**Task description:** The response must reproduce exactly every line of the material below holding the word "scale".

**Records for the exercise:**
+---+

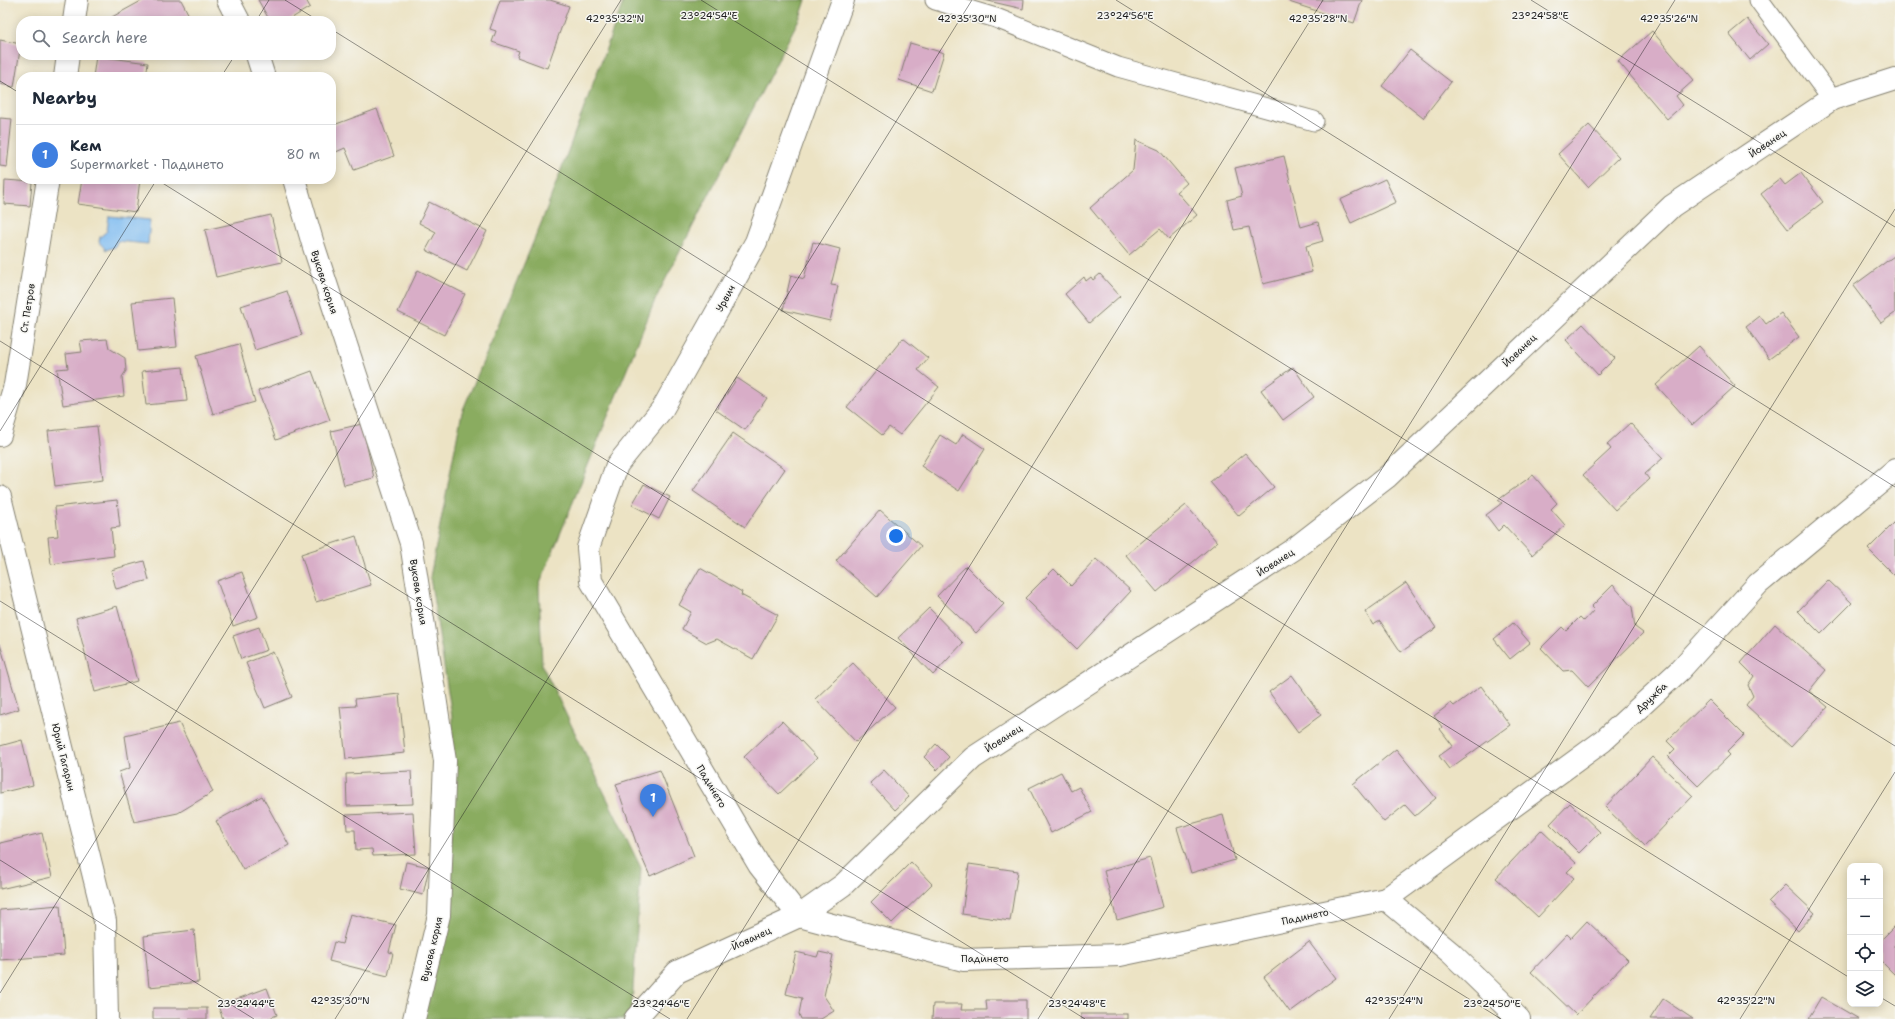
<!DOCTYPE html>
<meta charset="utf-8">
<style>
:root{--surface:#fff;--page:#f6f6f7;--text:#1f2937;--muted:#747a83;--line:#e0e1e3;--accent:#c8321e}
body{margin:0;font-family:"Shantell Sans",sans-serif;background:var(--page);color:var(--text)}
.controls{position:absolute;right:12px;bottom:12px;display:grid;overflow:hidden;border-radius:8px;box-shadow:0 2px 10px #0003}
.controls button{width:36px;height:36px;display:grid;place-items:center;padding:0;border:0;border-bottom:1px solid var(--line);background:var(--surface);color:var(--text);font:20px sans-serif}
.you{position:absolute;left:896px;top:536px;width:14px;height:14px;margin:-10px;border:3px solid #fff;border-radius:50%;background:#1a73e8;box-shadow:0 0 0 6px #1a73e833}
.badge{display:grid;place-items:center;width:26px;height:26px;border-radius:50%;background:var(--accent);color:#fff;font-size:13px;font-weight:700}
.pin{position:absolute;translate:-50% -33px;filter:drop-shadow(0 1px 2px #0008)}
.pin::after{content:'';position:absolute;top:21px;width:14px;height:12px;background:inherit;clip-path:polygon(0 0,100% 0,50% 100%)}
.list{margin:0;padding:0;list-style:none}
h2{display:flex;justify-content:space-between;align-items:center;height:52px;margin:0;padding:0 16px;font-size:17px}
h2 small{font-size:13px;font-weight:400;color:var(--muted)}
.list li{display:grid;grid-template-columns:26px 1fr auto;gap:12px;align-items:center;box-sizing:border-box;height:60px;padding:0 16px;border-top:1px solid var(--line)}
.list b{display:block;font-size:15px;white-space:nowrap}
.list p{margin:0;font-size:13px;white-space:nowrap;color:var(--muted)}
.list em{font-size:13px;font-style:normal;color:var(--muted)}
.icon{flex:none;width:22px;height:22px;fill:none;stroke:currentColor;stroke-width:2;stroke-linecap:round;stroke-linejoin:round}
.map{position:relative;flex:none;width:1895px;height:1019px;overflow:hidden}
.search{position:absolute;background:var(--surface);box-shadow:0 2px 10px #0003;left:16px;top:16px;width:320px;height:44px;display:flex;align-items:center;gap:10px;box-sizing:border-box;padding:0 14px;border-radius:16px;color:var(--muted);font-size:15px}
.panel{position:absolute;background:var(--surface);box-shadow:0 2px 10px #0003;left:16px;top:72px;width:320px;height:112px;border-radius:16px}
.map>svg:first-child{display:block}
.forest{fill:#8aac60;stroke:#53643e}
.water{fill:#7ebbf1;stroke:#4d6c86}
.building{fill:#d8adc7}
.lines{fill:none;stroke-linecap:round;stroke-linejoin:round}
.lane-casing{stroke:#848070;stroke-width:21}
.street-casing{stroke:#848070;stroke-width:24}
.lane{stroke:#fff;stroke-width:19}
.street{stroke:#fff;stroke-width:22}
.ticks{fill:none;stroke:#1c1c1c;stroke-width:1;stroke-opacity:0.45}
.labels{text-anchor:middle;stroke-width:3;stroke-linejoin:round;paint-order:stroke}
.street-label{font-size:10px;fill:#1c1c1c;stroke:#f6f6f2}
.ticks-label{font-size:10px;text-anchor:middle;fill:#1c1c1c;stroke:#f6f6f2;stroke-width:3;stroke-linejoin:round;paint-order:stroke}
</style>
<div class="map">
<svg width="1895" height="1019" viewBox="0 0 1895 1019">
<rect width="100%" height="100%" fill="#f6f6f2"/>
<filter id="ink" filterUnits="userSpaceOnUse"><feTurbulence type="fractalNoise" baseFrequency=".025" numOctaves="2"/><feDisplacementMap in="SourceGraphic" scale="8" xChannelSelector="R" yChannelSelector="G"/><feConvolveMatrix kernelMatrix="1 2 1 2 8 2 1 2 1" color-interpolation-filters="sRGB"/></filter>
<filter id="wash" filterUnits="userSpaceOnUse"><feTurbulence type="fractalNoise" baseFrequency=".012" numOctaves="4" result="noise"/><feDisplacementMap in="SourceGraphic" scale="16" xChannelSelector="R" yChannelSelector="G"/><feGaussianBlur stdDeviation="0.9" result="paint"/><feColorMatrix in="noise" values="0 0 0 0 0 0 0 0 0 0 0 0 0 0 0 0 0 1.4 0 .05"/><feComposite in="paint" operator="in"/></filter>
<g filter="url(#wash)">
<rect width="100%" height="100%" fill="#ece3c4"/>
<polygon class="forest" points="624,0 806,0 801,15 655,300 539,586 542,665 641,868 631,1019 416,1019 452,828 452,717 430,577 462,412 542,221"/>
<polygon class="water" points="109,216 150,220 148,244 117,241 115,247 106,250 99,242 100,237 107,231"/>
<g id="blocks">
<g class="building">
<polygon points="143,0 181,0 192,21 115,21 112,17"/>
<polygon points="258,0 306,0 310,7 287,21 270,21"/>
<polygon points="500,0 550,0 569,6 547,68 517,57 519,51 492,42 496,31 490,29"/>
<polygon points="984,0 1024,0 1023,9"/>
<polygon points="1289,0 1362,0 1354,23 1289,2"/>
<polygon points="1747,19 1768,44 1750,60 1729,34"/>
<polygon points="1652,31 1694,80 1676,96 1683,105 1667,119 1618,61"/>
<polygon points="0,40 21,44 14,87 0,84"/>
<polygon points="910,43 944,53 932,91 899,80"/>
<polygon points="1410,50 1451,82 1423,118 1382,86"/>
<polygon points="96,56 148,63 146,77 93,77"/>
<polygon points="377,109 394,156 354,170 345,148 336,152 331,137 331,126"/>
<polygon points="0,118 12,119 7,167 0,166"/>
<polygon points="1589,125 1619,157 1588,187 1558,154"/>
<polygon points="1136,140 1159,150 1187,183 1177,192 1197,215 1169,239 1160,229 1129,255 1090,208 1133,170"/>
<polygon points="1284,156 1301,227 1318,222 1323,241 1306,246 1312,272 1263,284 1249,227 1234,230 1227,200 1242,196 1235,168"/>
<polygon points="1801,173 1823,202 1788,229 1761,194 1780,179 1785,185"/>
<polygon points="82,179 140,179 136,212 78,204"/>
<polygon points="1385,179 1396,202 1351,223 1340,200"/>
<polygon points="5,180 32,182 30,206 4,204"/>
<polygon points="429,202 487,231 467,271 426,250 436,232 419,223"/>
<polygon points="271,215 282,262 216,277 205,230"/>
<polygon points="813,242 840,249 831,285 838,286 830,321 783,310 791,275 804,279"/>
<polygon points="1894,256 1895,313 1881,323 1853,286"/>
<polygon points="418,270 465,294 444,335 398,312"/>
<polygon points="1100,274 1120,296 1089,323 1065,294 1084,277 1086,281 1091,277 1093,280"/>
<polygon points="287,291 302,335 255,350 241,306"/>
<polygon points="172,298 177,347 138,351 132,302"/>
<polygon points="1781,313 1799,337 1769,359 1746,327 1760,316 1766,324"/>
<polygon points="1583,324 1615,358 1598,375 1566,340"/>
<polygon points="903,338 928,358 918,370 939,387 900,435 889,427 882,435 847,407"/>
<polygon points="107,339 109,348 125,358 126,371 122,377 124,396 63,405 57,369 68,368 66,354 82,352 80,341"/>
<polygon points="239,344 255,402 213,414 196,356"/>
<polygon points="1699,346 1735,386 1692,425 1656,385"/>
<polygon points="183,367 187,401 146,405 142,371"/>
<polygon points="1293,367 1314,397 1283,420 1261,390"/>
<polygon points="312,371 330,420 276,440 258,391"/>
<polygon points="737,378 767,398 745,430 716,410"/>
<polygon points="1630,423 1663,458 1645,474 1649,479 1615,510 1583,475 1611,449 1607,444"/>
<polygon points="362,424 374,478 344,485 331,431"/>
<polygon points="97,426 103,480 55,486 48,431"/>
<polygon points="733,433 785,469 745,527 693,491"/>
<polygon points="963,434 985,449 959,491 921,466 940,435 956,445"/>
<polygon points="1245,453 1274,487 1239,516 1210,482"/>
<polygon points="1533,475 1557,503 1551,509 1565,525 1532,555 1504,525 1498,531 1486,515 1502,503 1498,500"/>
<polygon points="644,484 670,497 659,519 632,505"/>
<polygon points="117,500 120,527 111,528 114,556 51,564 48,537 58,536 55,507"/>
<polygon points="1186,505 1217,542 1157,592 1126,555"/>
<polygon points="880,510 921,546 877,597 836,561"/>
<polygon points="1895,522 1895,576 1868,549"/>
<polygon points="356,536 371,585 316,602 301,554"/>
<polygon points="1096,559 1131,591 1077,649 1025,598 1054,569 1071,586"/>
<polygon points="144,561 149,580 116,589 111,570"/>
<polygon points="966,566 1004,604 976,633 937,596"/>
<polygon points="700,568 742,592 741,595 778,615 753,659 717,639 707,643 682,629 691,612 679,605"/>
<polygon points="242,572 258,617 233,626 217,581"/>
<polygon points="1828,580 1852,603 1821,634 1798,611"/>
<polygon points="1406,583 1436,628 1401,652 1380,621 1373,625 1365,612"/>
<polygon points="1613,585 1632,607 1635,627 1643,633 1588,687 1572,670 1563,671 1541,648 1562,627 1566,631 1580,617 1584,621 1594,610 1591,607"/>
<polygon points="117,606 137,681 95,692 76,618"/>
<polygon points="929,608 963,643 933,675 898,638"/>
<polygon points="1513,623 1530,643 1510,659 1494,639"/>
<polygon points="1775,624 1826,670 1809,691 1828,707 1791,747 1746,705 1753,696 1748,685 1754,676 1741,663"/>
<polygon points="259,627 267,650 241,659 233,636"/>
<polygon points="0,644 19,709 0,715"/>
<polygon points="273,652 292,697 265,708 246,663"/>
<polygon points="853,663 895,707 856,742 815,699"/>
<polygon points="1292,675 1321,715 1298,732 1269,692"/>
<polygon points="1481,686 1510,725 1449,769 1439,756 1453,746 1440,729 1442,727 1434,716 1451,703 1454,706"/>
<polygon points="399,694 405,753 346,759 340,707 356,706 355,699"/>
<polygon points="1709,700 1744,735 1727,752 1730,755 1698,786 1668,756 1675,749 1667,741"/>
<polygon points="782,721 817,758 779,794 744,757"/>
<polygon points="179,723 213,792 178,813 134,822 119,772 130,768 125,736"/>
<polygon points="22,740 33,785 0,793 0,746"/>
<polygon points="936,744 949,757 937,770 924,757"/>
<polygon points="1396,749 1436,798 1415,816 1405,805 1384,822 1353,784"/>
<polygon points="1652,757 1693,796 1645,846 1605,807"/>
<polygon points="660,770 694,856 650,876 639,851 616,784"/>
<polygon points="884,770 909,797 895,810 870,783"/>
<polygon points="411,771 413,804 347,806 346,774"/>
<polygon points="1061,772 1071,791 1079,787 1092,812 1051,833 1029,788"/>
<polygon points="262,796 289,845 243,870 216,821"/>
<polygon points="1570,803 1600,832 1579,853 1550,824"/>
<polygon points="413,812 416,854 373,856 372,849 356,850 355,830 347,830 346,815"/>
<polygon points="1223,815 1235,860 1191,873 1177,828"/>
<polygon points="1541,830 1576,863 1567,872 1574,878 1538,917 1496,878"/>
<polygon points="42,833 52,877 0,889 0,843"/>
<polygon points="1150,858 1163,907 1117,920 1104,871"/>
<polygon points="406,862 429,867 423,895 400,889"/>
<polygon points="911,862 932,884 892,923 871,902"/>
<polygon points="969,864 1018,871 1010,921 962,914"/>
<polygon points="1785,885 1815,913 1798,931 1768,902"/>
<polygon points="60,905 64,955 0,960 0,910"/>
<polygon points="350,914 396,925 389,952 393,953 388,976 329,961 334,942 342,944"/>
<polygon points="1587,921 1628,960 1576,1015 1531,972 1567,934 1571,938"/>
<polygon points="1895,926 1895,975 1880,960 1880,941"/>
<polygon points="194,930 199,982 149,987 144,936"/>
<polygon points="1309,942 1336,978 1290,1012 1264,977"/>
<polygon points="796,952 817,957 819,952 833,955 824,996 834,1011 821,1019 801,1019 799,1014 802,998 786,994"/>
<polygon points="267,988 277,1015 267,1019 223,1019 218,1006"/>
<polygon points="1821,997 1859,1019 1808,1019"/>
<polygon points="1663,999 1693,1019 1650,1019"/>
<polygon points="986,1000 1026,1000 1026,1019 932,1019 933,1004 962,1004 961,1010 987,1010"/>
<rect x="153" y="1008" width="54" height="11"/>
<rect x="1081" y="1014" width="47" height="5"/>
</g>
</g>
</g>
<g filter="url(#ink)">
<use href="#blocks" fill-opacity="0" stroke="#848070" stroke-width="1"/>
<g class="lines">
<g class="lane-casing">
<g id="lane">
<polyline points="935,0 996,18 1118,67 1314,121"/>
<polyline points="1759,0 1832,99"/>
</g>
</g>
<g class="street-casing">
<g id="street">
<polyline points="228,0 239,21"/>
<polyline points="843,0 756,242 663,408 617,465 588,548 591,581 759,865 799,916 963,960 1120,955 1386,899 1451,953 1519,1019"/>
<polyline points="74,21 77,0"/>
<polyline points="257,55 264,77"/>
<polyline points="65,77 68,55"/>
<polyline points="294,179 313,244 411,543 445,761 439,915 414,1019"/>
<polyline points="0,435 15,385 48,179"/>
<polyline points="0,497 105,921 107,1019"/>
<polyline points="1386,899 1603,741 1680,670 1758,584 1895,470"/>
<polyline points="635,1019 677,972 799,916 843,885 973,758 1294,549 1387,477 1672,206 1832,99 1895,79"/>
</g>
</g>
<use href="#lane" class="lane"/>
<use href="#street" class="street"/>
</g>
</g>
<path class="ticks" d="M285 0 319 21M701 0 1895 746M1116 0 1895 487M1531 0 1895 227M256 21 269 0M331 29 1850 978M221 77 235 55M0 81 21 94M156 179 1501 1019M0 341 1085 1019M0 431 157 179M0 601 670 1019M0 860 254 1019M0 993 621 0M1880 997 1895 1006M335 1019 972 0M687 1019 1323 0M1038 1019 1675 0M1389 1019 1895 209M1740 1019 1895 772"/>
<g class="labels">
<g class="street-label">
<text transform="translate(1767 143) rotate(-34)" y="4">Йованец</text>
<text transform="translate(325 282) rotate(72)" y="4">Вукова кория</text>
<text transform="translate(725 298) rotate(-61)" y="4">Урвич</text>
<text transform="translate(27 308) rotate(-81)" y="4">Ст. Петров</text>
<text transform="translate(1519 350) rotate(-44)" y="4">Йованец</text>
<text transform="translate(1275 562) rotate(-33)" y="4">Йованец</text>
<text transform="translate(419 592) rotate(81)" y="4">Вукова кория</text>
<text transform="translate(1651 697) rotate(-43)" y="4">Дружба</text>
<text transform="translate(1003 738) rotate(-33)" y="4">Йованец</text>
<text transform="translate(64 757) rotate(76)" y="4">Юрий Гагарин</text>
<text transform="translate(712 786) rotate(59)" y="4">Падинето</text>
<text transform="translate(1305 916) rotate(-12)" y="4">Падинето</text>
<text transform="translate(751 938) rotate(-25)" y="4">Йованец</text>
<text transform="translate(431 949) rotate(-77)" y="4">Вукова кория</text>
<text x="985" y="962">Падинето</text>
</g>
</g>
<g class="ticks-label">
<text x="709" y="19">23°24'54"E</text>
<text x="1125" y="19">23°24'56"E</text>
<text x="1540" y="19">23°24'58"E</text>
<text x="615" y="22">42°35'32"N</text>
<text x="967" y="22">42°35'30"N</text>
<text x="1318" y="22">42°35'28"N</text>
<text x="1669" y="22">42°35'26"N</text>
<text x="340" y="1004">42°35'30"N</text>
<text x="1394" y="1004">42°35'24"N</text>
<text x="1746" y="1004">42°35'22"N</text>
<text x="246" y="1007">23°24'44"E</text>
<text x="661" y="1007">23°24'46"E</text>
<text x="1077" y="1007">23°24'48"E</text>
<text x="1492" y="1007">23°24'50"E</text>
</g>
</svg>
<div class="controls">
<button>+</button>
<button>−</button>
<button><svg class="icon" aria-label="locate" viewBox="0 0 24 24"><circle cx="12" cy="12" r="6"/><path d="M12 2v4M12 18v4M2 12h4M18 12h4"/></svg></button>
<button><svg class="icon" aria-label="layers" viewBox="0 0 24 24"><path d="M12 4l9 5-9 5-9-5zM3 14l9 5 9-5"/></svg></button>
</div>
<div class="you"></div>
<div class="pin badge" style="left:653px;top:817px;background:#3f7fe0">1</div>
<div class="search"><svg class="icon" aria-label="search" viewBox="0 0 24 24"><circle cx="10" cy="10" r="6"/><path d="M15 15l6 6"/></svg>Search here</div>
<section class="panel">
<h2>Nearby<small></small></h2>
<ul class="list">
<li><span class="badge" style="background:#3f7fe0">1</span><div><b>Кем</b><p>Supermarket · Падинето</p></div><em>80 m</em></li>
</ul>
</section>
</div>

+---+

**Written solution:**
<filter id="ink" filterUnits="userSpaceOnUse"><feTurbulence type="fractalNoise" baseFrequency=".025" numOctaves="2"/><feDisplacementMap in="SourceGraphic" scale="8" xChannelSelector="R" yChannelSelector="G"/><feConvolveMatrix kernelMatrix="1 2 1 2 8 2 1 2 1" color-interpolation-filters="sRGB"/></filter>
<filter id="wash" filterUnits="userSpaceOnUse"><feTurbulence type="fractalNoise" baseFrequency=".012" numOctaves="4" result="noise"/><feDisplacementMap in="SourceGraphic" scale="16" xChannelSelector="R" yChannelSelector="G"/><feGaussianBlur stdDeviation="0.9" result="paint"/><feColorMatrix in="noise" values="0 0 0 0 0 0 0 0 0 0 0 0 0 0 0 0 0 1.4 0 .05"/><feComposite in="paint" operator="in"/></filter>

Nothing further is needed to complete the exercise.